### Problem to solve
Reading the records below, how many lines contain "Road"? Respond with a number and nothing else.

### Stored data

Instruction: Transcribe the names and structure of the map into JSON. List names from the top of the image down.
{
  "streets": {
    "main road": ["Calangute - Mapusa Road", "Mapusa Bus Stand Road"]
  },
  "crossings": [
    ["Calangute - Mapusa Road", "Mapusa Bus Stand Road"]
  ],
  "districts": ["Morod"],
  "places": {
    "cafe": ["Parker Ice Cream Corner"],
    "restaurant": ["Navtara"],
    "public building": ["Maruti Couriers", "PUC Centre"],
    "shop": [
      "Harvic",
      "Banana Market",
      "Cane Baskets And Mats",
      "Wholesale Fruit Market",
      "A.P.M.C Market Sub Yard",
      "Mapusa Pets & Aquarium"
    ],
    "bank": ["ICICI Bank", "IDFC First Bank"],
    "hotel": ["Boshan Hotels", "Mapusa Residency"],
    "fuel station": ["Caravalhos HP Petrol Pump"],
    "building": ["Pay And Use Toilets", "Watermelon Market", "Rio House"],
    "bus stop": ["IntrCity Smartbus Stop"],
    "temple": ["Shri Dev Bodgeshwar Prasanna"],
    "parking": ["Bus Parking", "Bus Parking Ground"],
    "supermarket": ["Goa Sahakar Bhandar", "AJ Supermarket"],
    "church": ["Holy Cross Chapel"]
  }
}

### Written solution
2